Hottie Paul Walker is a college freshman who's hot for Leelee Sobieski. After the two make plans to have a summer road trip, Walker receives word that his wayward older brother, played by Steve Zahn (a fine actor, incidentally, who has a bad habit of appearing in films that are generally beneath him) is in prison again. Walker must go bail his bro out. As the two brothers drive on, they begin playing infantile games on their CB radio, with Walker committing an on-air Crying Game, pretending to be a nymphomaniac woman. They make contact with "Rusty Nail," and before you can say Smokey and the Bandit, they've set up a meeting place for a blind date between their fictional gal and this lonely trucker.

This leads to some initial suspense scenes that aren't bad when Rusty Nail shows up at the motel they're staying at. Perhaps, it dawns on our fraternal protagonists, you really shouldn't mess about with practical jokes on the airwaves. Things can go wrong and get nasty fairly quickly.

But idiocy soon replaces suspense, as Rusty Nail becomes some sort of superhuman force, showing up miraculously in all sorts of places, enacting a bizarre form of revenge on the highway.

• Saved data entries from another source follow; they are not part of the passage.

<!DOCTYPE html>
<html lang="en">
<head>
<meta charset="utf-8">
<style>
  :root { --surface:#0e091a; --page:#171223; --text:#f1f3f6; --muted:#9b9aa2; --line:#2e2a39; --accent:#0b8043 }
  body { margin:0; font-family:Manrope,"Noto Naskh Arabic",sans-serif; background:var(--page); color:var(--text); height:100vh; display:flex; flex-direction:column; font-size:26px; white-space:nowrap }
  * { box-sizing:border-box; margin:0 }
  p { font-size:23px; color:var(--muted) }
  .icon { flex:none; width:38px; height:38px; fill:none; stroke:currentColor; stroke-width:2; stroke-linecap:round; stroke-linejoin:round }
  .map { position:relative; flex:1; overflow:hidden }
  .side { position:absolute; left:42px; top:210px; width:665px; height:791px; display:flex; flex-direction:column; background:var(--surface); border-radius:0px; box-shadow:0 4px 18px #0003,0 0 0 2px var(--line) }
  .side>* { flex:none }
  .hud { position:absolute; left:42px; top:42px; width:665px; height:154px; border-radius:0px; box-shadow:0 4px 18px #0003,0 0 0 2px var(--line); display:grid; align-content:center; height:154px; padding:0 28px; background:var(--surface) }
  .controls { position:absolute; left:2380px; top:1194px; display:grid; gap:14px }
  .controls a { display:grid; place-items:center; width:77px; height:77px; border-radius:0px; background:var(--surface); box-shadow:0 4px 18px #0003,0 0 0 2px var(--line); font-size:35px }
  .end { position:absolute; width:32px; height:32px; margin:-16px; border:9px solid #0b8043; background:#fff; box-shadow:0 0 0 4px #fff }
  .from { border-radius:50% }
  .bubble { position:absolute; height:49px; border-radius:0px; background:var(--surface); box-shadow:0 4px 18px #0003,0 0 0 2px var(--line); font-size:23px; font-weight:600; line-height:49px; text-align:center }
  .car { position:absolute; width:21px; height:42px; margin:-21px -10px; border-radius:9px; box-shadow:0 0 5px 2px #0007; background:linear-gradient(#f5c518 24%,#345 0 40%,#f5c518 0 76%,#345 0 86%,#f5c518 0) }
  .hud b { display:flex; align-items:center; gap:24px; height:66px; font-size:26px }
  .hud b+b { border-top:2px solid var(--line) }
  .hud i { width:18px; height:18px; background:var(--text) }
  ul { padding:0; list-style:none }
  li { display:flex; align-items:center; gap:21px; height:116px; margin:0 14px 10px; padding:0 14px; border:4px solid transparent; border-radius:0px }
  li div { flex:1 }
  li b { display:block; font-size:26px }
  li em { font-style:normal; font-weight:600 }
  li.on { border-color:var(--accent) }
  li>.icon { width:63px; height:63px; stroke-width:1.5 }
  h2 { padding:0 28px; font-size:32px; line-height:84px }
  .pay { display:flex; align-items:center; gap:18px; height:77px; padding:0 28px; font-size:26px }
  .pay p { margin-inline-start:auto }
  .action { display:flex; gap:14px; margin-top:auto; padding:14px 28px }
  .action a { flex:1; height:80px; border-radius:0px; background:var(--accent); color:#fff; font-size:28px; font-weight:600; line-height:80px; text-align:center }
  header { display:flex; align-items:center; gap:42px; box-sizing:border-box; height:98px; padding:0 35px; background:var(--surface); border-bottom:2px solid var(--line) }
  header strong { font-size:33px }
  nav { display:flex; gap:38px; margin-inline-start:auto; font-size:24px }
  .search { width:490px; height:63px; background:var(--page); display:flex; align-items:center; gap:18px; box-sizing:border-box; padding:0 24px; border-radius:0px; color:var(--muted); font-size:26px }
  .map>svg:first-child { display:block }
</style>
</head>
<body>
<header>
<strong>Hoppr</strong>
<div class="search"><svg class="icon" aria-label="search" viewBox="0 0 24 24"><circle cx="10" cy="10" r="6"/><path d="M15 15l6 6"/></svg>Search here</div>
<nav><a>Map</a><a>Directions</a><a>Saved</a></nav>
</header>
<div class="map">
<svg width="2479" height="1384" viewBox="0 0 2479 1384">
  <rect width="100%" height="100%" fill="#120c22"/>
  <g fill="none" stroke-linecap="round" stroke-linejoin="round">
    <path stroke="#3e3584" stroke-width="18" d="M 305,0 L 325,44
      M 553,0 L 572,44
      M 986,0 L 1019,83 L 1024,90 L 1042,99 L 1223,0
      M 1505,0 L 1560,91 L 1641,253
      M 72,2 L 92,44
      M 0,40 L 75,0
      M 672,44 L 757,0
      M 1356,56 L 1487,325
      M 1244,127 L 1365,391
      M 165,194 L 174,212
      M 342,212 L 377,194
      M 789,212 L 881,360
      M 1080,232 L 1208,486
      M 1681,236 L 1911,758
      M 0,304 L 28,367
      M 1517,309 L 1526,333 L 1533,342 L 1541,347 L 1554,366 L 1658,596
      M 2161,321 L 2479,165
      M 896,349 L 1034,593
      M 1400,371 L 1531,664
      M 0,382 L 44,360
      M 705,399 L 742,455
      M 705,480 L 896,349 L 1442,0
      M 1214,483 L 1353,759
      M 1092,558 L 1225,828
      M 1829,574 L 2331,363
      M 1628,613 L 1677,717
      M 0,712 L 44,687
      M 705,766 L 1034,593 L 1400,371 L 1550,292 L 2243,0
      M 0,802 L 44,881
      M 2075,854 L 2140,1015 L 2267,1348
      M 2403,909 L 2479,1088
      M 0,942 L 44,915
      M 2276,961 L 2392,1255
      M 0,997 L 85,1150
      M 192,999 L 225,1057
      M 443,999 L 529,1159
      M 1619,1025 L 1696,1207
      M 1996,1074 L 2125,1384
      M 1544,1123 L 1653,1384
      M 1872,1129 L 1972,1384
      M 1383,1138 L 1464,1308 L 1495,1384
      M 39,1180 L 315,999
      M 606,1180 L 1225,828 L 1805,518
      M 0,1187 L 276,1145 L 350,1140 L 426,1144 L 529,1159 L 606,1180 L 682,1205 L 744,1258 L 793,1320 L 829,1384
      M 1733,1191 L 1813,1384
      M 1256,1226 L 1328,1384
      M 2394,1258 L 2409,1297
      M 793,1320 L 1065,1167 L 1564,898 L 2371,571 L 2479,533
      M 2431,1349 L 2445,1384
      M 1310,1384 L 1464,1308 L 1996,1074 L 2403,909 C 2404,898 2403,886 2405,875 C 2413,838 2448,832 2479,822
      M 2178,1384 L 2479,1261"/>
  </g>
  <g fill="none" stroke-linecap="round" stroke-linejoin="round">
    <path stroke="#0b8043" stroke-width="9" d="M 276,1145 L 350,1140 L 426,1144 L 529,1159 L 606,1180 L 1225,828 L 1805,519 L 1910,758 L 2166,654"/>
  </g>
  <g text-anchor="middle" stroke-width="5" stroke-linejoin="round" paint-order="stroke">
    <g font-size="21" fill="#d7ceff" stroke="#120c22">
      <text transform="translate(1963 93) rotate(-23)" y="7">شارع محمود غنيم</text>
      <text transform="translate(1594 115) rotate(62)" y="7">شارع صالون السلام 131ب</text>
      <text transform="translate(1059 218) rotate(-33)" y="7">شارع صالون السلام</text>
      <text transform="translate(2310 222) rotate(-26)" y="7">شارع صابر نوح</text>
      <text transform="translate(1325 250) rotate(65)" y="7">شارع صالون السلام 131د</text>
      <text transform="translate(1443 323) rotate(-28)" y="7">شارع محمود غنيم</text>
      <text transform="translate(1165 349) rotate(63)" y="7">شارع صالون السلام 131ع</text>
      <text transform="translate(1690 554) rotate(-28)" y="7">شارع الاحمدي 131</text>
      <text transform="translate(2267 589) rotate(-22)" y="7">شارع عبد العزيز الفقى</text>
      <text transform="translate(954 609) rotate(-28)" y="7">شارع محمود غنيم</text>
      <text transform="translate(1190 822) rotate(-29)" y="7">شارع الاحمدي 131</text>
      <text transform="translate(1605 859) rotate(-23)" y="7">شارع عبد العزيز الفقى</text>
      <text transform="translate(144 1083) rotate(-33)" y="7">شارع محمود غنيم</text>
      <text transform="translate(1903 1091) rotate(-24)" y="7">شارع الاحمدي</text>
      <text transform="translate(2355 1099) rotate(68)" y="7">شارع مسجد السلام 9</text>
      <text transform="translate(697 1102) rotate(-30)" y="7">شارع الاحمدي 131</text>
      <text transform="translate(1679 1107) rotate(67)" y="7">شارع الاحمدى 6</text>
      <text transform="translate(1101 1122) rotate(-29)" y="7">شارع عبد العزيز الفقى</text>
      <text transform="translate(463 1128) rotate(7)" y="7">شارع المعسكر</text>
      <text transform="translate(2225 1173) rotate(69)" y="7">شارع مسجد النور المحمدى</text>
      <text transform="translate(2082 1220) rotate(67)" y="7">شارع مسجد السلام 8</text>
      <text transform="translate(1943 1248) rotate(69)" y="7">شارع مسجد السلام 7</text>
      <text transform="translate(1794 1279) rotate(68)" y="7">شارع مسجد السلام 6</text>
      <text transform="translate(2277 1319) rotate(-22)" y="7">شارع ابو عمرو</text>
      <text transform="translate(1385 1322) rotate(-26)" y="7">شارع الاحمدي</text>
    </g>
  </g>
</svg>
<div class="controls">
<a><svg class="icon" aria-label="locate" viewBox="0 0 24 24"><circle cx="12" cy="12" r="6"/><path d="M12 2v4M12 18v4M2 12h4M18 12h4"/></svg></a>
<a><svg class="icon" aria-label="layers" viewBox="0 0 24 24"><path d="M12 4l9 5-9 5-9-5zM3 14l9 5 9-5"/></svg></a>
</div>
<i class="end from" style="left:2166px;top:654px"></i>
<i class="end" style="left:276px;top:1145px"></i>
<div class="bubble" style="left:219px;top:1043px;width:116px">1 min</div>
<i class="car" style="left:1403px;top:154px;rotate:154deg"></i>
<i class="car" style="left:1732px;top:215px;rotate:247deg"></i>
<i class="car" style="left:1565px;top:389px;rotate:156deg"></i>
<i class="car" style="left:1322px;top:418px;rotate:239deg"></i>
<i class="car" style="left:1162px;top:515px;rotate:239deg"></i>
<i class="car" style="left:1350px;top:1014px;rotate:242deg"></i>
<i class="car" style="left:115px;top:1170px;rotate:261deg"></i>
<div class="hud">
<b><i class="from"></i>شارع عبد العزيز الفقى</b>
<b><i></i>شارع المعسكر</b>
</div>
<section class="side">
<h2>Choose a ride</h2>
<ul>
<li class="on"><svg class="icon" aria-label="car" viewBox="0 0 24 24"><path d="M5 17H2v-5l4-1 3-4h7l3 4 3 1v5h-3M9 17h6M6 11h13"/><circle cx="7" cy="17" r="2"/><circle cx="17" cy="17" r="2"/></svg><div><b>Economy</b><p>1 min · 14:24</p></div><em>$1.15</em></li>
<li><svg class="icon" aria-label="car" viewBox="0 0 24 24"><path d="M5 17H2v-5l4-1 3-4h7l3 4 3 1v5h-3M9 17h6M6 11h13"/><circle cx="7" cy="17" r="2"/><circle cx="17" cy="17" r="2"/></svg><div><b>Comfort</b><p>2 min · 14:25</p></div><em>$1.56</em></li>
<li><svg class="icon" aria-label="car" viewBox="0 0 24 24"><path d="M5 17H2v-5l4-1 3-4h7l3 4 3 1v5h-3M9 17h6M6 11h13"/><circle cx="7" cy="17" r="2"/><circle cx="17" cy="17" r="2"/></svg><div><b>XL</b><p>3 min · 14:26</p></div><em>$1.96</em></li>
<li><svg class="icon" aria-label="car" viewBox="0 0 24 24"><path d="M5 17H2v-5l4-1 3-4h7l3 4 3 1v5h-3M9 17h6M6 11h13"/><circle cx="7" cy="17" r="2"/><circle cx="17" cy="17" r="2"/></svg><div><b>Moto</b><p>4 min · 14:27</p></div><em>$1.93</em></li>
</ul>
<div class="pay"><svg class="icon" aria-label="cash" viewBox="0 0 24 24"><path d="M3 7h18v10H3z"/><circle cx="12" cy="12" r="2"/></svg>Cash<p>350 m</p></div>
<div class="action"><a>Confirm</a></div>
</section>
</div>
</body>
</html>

Just when he seems to be nicked, they pick up Sobieski and then he's back on their tail again, kidnapping, taunting and generally being evil.

Steven Spielberg's first film, the made-for-TV Duel--which Dahl steals from liberally here--worked precisely because the villain, though mysterious, seemed at least remotely plausible. But Joy Ride leaps into unbelievable scenarios so early on as to make the film ridiculous virtually from the get-go. Dahl certainly knows how to shoot suspenseful bits and pieces, but with Joy Ride, he forgot about the film in its entirety.